PROBLEM TO WORK ON –
Transcribe the entries in full, keeping each word as it is.

SUPPLIED DATA –
┄┄┄┄┄┄┄┄┄┄┄┄┄┄┄┄┄┄┄┄
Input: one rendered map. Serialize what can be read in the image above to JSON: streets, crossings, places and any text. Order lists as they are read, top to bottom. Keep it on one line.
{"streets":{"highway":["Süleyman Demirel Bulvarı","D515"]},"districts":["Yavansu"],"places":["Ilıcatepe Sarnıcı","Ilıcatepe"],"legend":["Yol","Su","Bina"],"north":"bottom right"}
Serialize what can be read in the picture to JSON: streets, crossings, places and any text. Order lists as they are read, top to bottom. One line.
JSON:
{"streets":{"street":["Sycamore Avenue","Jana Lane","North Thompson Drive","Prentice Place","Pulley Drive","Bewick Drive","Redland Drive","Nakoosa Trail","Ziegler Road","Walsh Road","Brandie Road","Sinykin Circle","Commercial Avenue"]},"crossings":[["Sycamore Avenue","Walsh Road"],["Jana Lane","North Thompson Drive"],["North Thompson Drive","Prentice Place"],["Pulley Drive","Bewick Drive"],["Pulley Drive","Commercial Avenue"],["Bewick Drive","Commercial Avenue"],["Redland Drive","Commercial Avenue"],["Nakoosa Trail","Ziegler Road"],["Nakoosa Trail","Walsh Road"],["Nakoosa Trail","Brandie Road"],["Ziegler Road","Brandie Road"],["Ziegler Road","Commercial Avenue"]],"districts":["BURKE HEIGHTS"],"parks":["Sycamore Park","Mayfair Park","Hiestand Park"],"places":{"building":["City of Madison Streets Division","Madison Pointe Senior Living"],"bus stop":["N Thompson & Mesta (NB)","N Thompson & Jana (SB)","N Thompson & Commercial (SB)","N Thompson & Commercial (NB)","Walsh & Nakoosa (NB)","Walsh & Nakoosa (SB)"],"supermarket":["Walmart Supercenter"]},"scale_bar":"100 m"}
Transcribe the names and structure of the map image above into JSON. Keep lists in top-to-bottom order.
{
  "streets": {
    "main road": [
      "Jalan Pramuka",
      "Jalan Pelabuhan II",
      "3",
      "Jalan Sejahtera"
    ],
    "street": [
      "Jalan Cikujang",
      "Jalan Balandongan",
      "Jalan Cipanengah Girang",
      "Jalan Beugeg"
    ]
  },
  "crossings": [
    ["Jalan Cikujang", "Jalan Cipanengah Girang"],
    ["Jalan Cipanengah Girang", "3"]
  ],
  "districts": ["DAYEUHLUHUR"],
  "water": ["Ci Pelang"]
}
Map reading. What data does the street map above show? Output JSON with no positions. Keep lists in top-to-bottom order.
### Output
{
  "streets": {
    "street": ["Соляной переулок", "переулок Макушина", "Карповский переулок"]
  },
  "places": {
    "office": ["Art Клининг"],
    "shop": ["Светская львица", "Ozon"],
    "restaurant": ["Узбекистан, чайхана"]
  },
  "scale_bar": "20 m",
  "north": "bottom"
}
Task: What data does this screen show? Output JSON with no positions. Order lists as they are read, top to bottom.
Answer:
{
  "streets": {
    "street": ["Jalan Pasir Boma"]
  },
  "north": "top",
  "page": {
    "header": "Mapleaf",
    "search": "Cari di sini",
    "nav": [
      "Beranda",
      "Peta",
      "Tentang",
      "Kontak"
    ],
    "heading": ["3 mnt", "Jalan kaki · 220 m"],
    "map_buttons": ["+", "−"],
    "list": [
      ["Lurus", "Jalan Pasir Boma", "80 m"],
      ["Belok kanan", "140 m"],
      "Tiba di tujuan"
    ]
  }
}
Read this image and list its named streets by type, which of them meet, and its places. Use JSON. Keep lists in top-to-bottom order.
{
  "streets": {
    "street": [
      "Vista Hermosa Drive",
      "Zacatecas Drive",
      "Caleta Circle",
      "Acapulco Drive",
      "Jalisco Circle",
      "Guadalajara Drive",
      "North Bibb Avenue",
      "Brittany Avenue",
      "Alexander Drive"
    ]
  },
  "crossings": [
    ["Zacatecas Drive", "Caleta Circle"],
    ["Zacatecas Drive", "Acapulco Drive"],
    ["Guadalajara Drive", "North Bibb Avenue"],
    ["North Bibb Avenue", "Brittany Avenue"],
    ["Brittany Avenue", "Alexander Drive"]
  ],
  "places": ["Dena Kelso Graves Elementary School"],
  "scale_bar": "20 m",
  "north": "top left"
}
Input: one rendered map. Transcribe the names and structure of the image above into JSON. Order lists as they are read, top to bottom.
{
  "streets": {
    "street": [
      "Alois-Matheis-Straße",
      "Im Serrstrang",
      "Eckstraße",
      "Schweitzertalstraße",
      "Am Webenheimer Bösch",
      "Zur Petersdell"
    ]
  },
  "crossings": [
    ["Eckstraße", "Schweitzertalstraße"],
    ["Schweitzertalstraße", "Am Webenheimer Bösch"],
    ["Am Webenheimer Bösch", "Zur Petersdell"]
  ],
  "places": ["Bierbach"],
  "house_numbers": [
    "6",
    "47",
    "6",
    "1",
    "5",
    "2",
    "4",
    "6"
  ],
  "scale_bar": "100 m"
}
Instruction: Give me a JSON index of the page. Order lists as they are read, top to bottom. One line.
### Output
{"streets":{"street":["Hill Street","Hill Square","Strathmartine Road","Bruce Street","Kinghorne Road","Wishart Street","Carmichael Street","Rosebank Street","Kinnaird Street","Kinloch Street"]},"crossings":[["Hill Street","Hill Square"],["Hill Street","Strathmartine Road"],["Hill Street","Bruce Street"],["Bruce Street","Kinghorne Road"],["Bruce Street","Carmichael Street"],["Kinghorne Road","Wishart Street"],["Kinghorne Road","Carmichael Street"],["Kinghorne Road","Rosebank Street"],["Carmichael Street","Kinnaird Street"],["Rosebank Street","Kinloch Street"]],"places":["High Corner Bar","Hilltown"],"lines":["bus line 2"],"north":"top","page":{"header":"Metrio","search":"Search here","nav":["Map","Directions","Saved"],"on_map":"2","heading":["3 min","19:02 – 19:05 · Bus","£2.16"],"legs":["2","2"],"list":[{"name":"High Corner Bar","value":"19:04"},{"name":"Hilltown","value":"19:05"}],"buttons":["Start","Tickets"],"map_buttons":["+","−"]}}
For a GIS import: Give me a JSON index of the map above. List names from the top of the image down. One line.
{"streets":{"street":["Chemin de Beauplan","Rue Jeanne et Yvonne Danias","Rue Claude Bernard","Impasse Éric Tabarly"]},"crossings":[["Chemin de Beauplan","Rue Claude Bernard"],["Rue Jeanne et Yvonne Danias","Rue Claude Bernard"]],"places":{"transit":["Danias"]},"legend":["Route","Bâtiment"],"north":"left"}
┄┄┄┄┄┄┄┄┄┄┄┄┄┄┄┄┄┄┄┄
OUTPUT –
Input: one rendered map. Serialize what can be read in the image above to JSON: streets, crossings, places and any text. Order lists as they are read, top to bottom. Keep it on one line.
{"streets":{"highway":["Süleyman Demirel Bulvarı","D515"]},"districts":["Yavansu"],"places":["Ilıcatepe Sarnıcı","Ilıcatepe"],"legend":["Yol","Su","Bina"],"north":"bottom right"}
Serialize what can be read in the picture to JSON: streets, crossings, places and any text. Order lists as they are read, top to bottom. One line.
JSON:
{"streets":{"street":["Sycamore Avenue","Jana Lane","North Thompson Drive","Prentice Place","Pulley Drive","Bewick Drive","Redland Drive","Nakoosa Trail","Ziegler Road","Walsh Road","Brandie Road","Sinykin Circle","Commercial Avenue"]},"crossings":[["Sycamore Avenue","Walsh Road"],["Jana Lane","North Thompson Drive"],["North Thompson Drive","Prentice Place"],["Pulley Drive","Bewick Drive"],["Pulley Drive","Commercial Avenue"],["Bewick Drive","Commercial Avenue"],["Redland Drive","Commercial Avenue"],["Nakoosa Trail","Ziegler Road"],["Nakoosa Trail","Walsh Road"],["Nakoosa Trail","Brandie Road"],["Ziegler Road","Brandie Road"],["Ziegler Road","Commercial Avenue"]],"districts":["BURKE HEIGHTS"],"parks":["Sycamore Park","Mayfair Park","Hiestand Park"],"places":{"building":["City of Madison Streets Division","Madison Pointe Senior Living"],"bus stop":["N Thompson & Mesta (NB)","N Thompson & Jana (SB)","N Thompson & Commercial (SB)","N Thompson & Commercial (NB)","Walsh & Nakoosa (NB)","Walsh & Nakoosa (SB)"],"supermarket":["Walmart Supercenter"]},"scale_bar":"100 m"}
Transcribe the names and structure of the map image above into JSON. Keep lists in top-to-bottom order.
{
  "streets": {
    "main road": [
      "Jalan Pramuka",
      "Jalan Pelabuhan II",
      "3",
      "Jalan Sejahtera"
    ],
    "street": [
      "Jalan Cikujang",
      "Jalan Balandongan",
      "Jalan Cipanengah Girang",
      "Jalan Beugeg"
    ]
  },
  "crossings": [
    ["Jalan Cikujang", "Jalan Cipanengah Girang"],
    ["Jalan Cipanengah Girang", "3"]
  ],
  "districts": ["DAYEUHLUHUR"],
  "water": ["Ci Pelang"]
}
Map reading. What data does the street map above show? Output JSON with no positions. Keep lists in top-to-bottom order.
### Output
{
  "streets": {
    "street": ["Соляной переулок", "переулок Макушина", "Карповский переулок"]
  },
  "places": {
    "office": ["Art Клининг"],
    "shop": ["Светская львица", "Ozon"],
    "restaurant": ["Узбекистан, чайхана"]
  },
  "scale_bar": "20 m",
  "north": "bottom"
}
Task: What data does this screen show? Output JSON with no positions. Order lists as they are read, top to bottom.
Answer:
{
  "streets": {
    "street": ["Jalan Pasir Boma"]
  },
  "north": "top",
  "page": {
    "header": "Mapleaf",
    "search": "Cari di sini",
    "nav": [
      "Beranda",
      "Peta",
      "Tentang",
      "Kontak"
    ],
    "heading": ["3 mnt", "Jalan kaki · 220 m"],
    "map_buttons": ["+", "−"],
    "list": [
      ["Lurus", "Jalan Pasir Boma", "80 m"],
      ["Belok kanan", "140 m"],
      "Tiba di tujuan"
    ]
  }
}
Read this image and list its named streets by type, which of them meet, and its places. Use JSON. Keep lists in top-to-bottom order.
{
  "streets": {
    "street": [
      "Vista Hermosa Drive",
      "Zacatecas Drive",
      "Caleta Circle",
      "Acapulco Drive",
      "Jalisco Circle",
      "Guadalajara Drive",
      "North Bibb Avenue",
      "Brittany Avenue",
      "Alexander Drive"
    ]
  },
  "crossings": [
    ["Zacatecas Drive", "Caleta Circle"],
    ["Zacatecas Drive", "Acapulco Drive"],
    ["Guadalajara Drive", "North Bibb Avenue"],
    ["North Bibb Avenue", "Brittany Avenue"],
    ["Brittany Avenue", "Alexander Drive"]
  ],
  "places": ["Dena Kelso Graves Elementary School"],
  "scale_bar": "20 m",
  "north": "top left"
}
Input: one rendered map. Transcribe the names and structure of the image above into JSON. Order lists as they are read, top to bottom.
{
  "streets": {
    "street": [
      "Alois-Matheis-Straße",
      "Im Serrstrang",
      "Eckstraße",
      "Schweitzertalstraße",
      "Am Webenheimer Bösch",
      "Zur Petersdell"
    ]
  },
  "crossings": [
    ["Eckstraße", "Schweitzertalstraße"],
    ["Schweitzertalstraße", "Am Webenheimer Bösch"],
    ["Am Webenheimer Bösch", "Zur Petersdell"]
  ],
  "places": ["Bierbach"],
  "house_numbers": [
    "6",
    "47",
    "6",
    "1",
    "5",
    "2",
    "4",
    "6"
  ],
  "scale_bar": "100 m"
}
Instruction: Give me a JSON index of the page. Order lists as they are read, top to bottom. One line.
### Output
{"streets":{"street":["Hill Street","Hill Square","Strathmartine Road","Bruce Street","Kinghorne Road","Wishart Street","Carmichael Street","Rosebank Street","Kinnaird Street","Kinloch Street"]},"crossings":[["Hill Street","Hill Square"],["Hill Street","Strathmartine Road"],["Hill Street","Bruce Street"],["Bruce Street","Kinghorne Road"],["Bruce Street","Carmichael Street"],["Kinghorne Road","Wishart Street"],["Kinghorne Road","Carmichael Street"],["Kinghorne Road","Rosebank Street"],["Carmichael Street","Kinnaird Street"],["Rosebank Street","Kinloch Street"]],"places":["High Corner Bar","Hilltown"],"lines":["bus line 2"],"north":"top","page":{"header":"Metrio","search":"Search here","nav":["Map","Directions","Saved"],"on_map":"2","heading":["3 min","19:02 – 19:05 · Bus","£2.16"],"legs":["2","2"],"list":[{"name":"High Corner Bar","value":"19:04"},{"name":"Hilltown","value":"19:05"}],"buttons":["Start","Tickets"],"map_buttons":["+","−"]}}
For a GIS import: Give me a JSON index of the map above. List names from the top of the image down. One line.
{"streets":{"street":["Chemin de Beauplan","Rue Jeanne et Yvonne Danias","Rue Claude Bernard","Impasse Éric Tabarly"]},"crossings":[["Chemin de Beauplan","Rue Claude Bernard"],["Rue Jeanne et Yvonne Danias","Rue Claude Bernard"]],"places":{"transit":["Danias"]},"legend":["Route","Bâtiment"],"north":"left"}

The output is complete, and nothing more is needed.